Die Polizei kontrollierte am Dienstagvormittag mit Unterstützung des Ordnungsamtes der Stadt Gießen in Mainzlar Kleintransporter. Die Schwerpunkte lagen in den Bereichen Ladungssicherung, Einhaltung der Sozialvorschriften sowie der Gurtanlegepflicht. Insgesamt überprüften die Kontrolleure des Regionalen Verkehrsdienstes zwischen 8 und 13 Uhr 32 Fahrzeuge.

Darunter waren zwei Autos, vier Transporter der Klasse bis 2,8 Tonnen, 21 Transporter der Klasse bis 3,5 Tonnen sowie fünf Lastwagen mit mehr als 7,5 Tonnen. Die Beamten nahmen 19 Fahrzeuge und deren Fahrer genauer unter die Lupe.

Gasflasche ungesichert

Dabei stellten sie fünf Gurtverstöße, vier Verstöße gegen die Sozialvorschriften sowie drei wegen fehlender Ladungssicherung sowie einen Verstoß gegen gefahrgutrechtliche Vorschriften fest. Bei sechs Fahrzeugen lagen technische Mängel vor. Einem Fahrer wurde deshalb sogar die Weiterfahrt untersagt. Der Fahrer eines Sprinters führte eine Gasflasche mit, die ungesichert auf der Ladefläche stand.

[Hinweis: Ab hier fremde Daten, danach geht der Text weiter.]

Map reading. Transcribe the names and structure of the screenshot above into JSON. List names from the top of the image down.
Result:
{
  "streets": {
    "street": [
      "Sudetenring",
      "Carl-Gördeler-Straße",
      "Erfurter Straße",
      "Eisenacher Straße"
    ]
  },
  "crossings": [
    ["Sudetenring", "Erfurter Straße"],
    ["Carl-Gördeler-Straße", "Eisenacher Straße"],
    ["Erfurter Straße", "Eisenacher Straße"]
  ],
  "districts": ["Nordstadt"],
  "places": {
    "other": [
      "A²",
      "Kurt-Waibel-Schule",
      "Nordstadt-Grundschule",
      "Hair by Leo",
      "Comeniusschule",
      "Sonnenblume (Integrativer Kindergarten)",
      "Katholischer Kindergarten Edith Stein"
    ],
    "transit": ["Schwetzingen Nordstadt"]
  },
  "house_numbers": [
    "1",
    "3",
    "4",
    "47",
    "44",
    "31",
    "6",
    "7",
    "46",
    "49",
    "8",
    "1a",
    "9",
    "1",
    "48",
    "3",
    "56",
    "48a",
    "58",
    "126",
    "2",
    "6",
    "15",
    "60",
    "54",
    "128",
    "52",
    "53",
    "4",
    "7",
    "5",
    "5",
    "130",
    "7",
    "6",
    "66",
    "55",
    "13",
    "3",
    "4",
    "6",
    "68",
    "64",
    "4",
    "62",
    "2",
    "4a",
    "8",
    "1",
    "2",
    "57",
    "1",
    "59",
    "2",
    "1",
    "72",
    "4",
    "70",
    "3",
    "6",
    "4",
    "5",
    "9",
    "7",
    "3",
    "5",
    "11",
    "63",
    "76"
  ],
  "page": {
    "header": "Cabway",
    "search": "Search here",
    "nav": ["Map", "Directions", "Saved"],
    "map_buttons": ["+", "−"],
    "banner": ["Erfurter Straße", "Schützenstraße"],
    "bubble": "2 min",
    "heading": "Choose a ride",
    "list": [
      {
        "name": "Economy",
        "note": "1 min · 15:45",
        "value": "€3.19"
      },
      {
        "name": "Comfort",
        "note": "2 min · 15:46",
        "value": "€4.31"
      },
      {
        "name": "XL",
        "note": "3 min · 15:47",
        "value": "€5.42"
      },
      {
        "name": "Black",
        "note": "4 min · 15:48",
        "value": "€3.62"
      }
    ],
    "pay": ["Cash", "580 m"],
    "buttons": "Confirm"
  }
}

Außerdem war ein Brenner angeschlossen. Dies ist beim Transport nicht zulässig. Es hätte stattdessen die Verschlusskappe angebracht sein müssen.

Ein Paketdienstfahrer legte bei der Kontrolle einen rumänischen Führerschein vor. Grundsätzlich sind alle EU-Führerscheine uneingeschränkt in Deutschland gültig. Auf der Rückseite des Dokumentes war jedoch als Länderkennung Moldawien vermerkt. Es handelt sich um einen rumänischen Führerschein, der prüfungsfrei aufgrund eines moldawischen Führerscheins umgeschrieben wurde. Genau diese Konstellation ist in Deutschland jedoch nicht gültig, der Fahrer war somit ohne gültige Fahrerlaubnis unterwegs. Die Kontrolleure behielten den Führerschein ein und untersagten die Weiterfahrt. Und am Fahrzeug einer slowenischen Fahrerin befanden sich slowakische Kennzeichen, obwohl die Frau schon einige Jahre in Deutschland lebt. Hier besteht der Verdacht auf einen steuerrechtlichen Verstoß. Die Polizisten leiteten ein Ermittlungsverfahren ein.